The Comical Tragedy or Tragical Comedy of Mr. Punch: 04/26/09
The closest I've come to seeing a Punch and Judy show is a recreation of an Italian commedia dell'arte performance. Punch comes from Pulcinella who then became Punchinello and finally Punch. The show standardized in the Victorian era. In 1827 John Payne Collier published a playbook for Punch and Judy professors called The Tragical Comedy or Comical Tragedy of Punch and Judy and claimed it was told to him from Giovanni Piccini.
It's that playbook that forms the foundation for Neil Gaiman and Dave McKean's unusual graphic novel The Comical Tragedy or Tragical Comedy of Mr. Punch. It's set in a similar failing seaside resort as MirrorMask but twenty or thirty years earlier. A grown man recounts the summer he spent with his grandparents while waiting for the birth of his sister.
His summer is punctuated by scenes from Punch and Judy and he finds disturbing parallels with the violence of the show with his own life. Meanwhile his grandfather's arcade is on its last legs and he's there for its closing. The reasons behind the arcade's closure are tied up in dark family secrets, all of which are overwhelming for a young boy and still puzzling for the man as he reminisces.

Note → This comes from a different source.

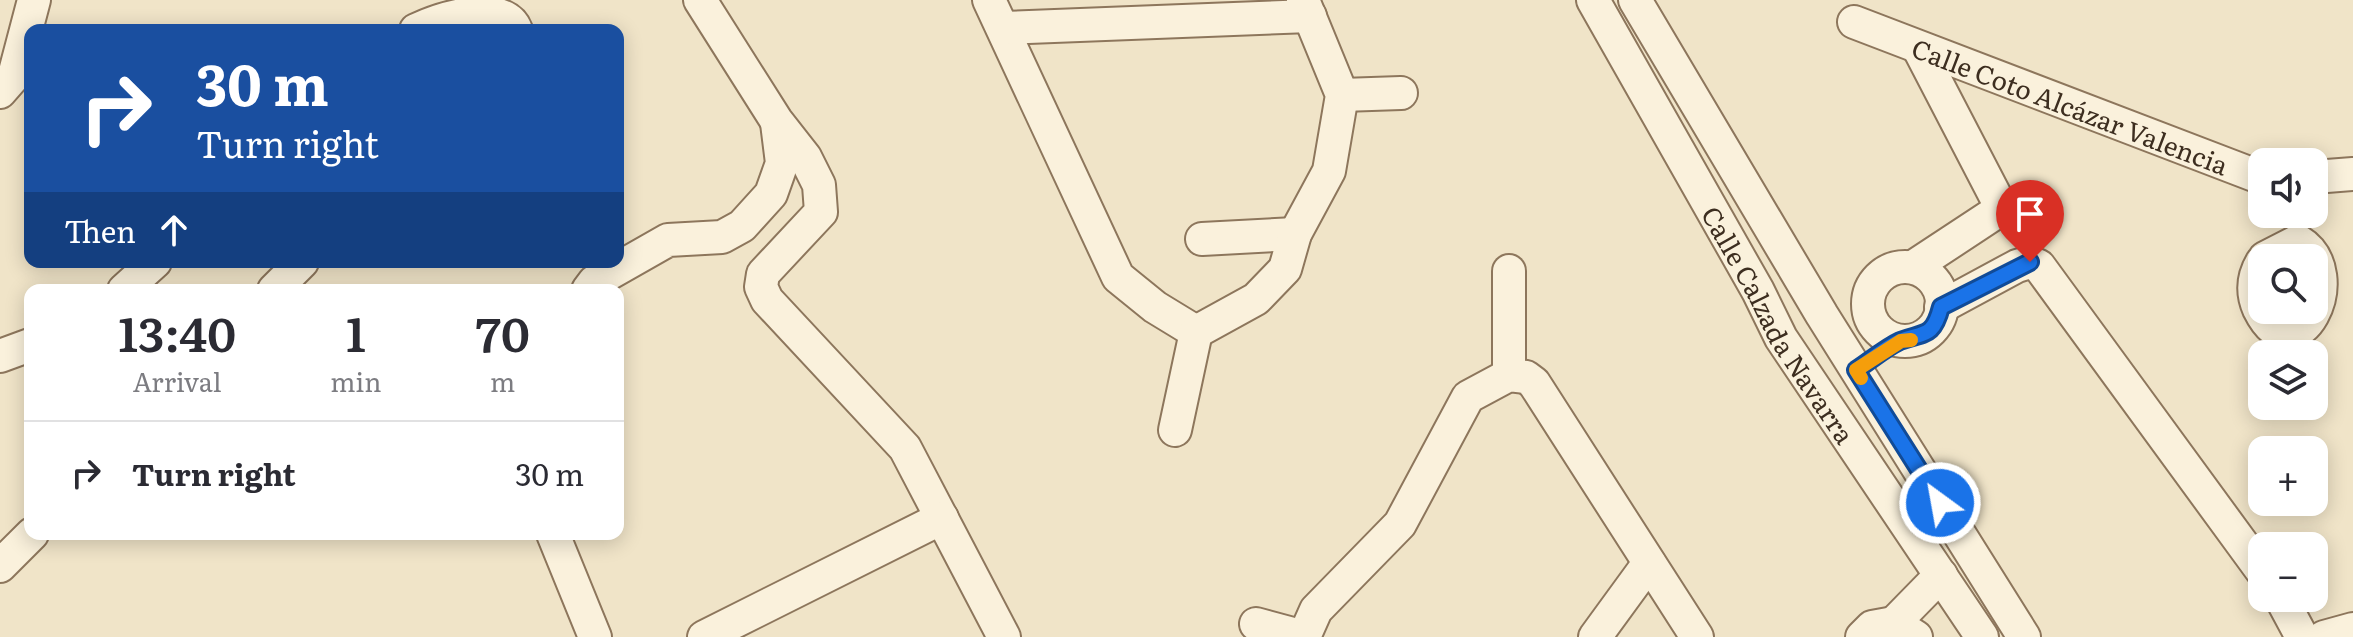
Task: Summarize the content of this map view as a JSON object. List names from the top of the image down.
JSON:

What makes the graphic novel stand out as something more than just a dark nostalgia piece is Dave McKean's illustrations. They are a collage of photography and drawings. Sometimes in the photographs the characters are wearing masks to mimic the drawings. Sometimes multiple photographs (including blurred ones) are put together to give a still frame effect of the rapid and chaotic motion often used to show possession in horror films. McKean's work mirrors the violence of the Punch and Judy and reveals the horror inside something taken as children's entertainment.
In the time since the graphic novel was first published, it has been adapted for the stage.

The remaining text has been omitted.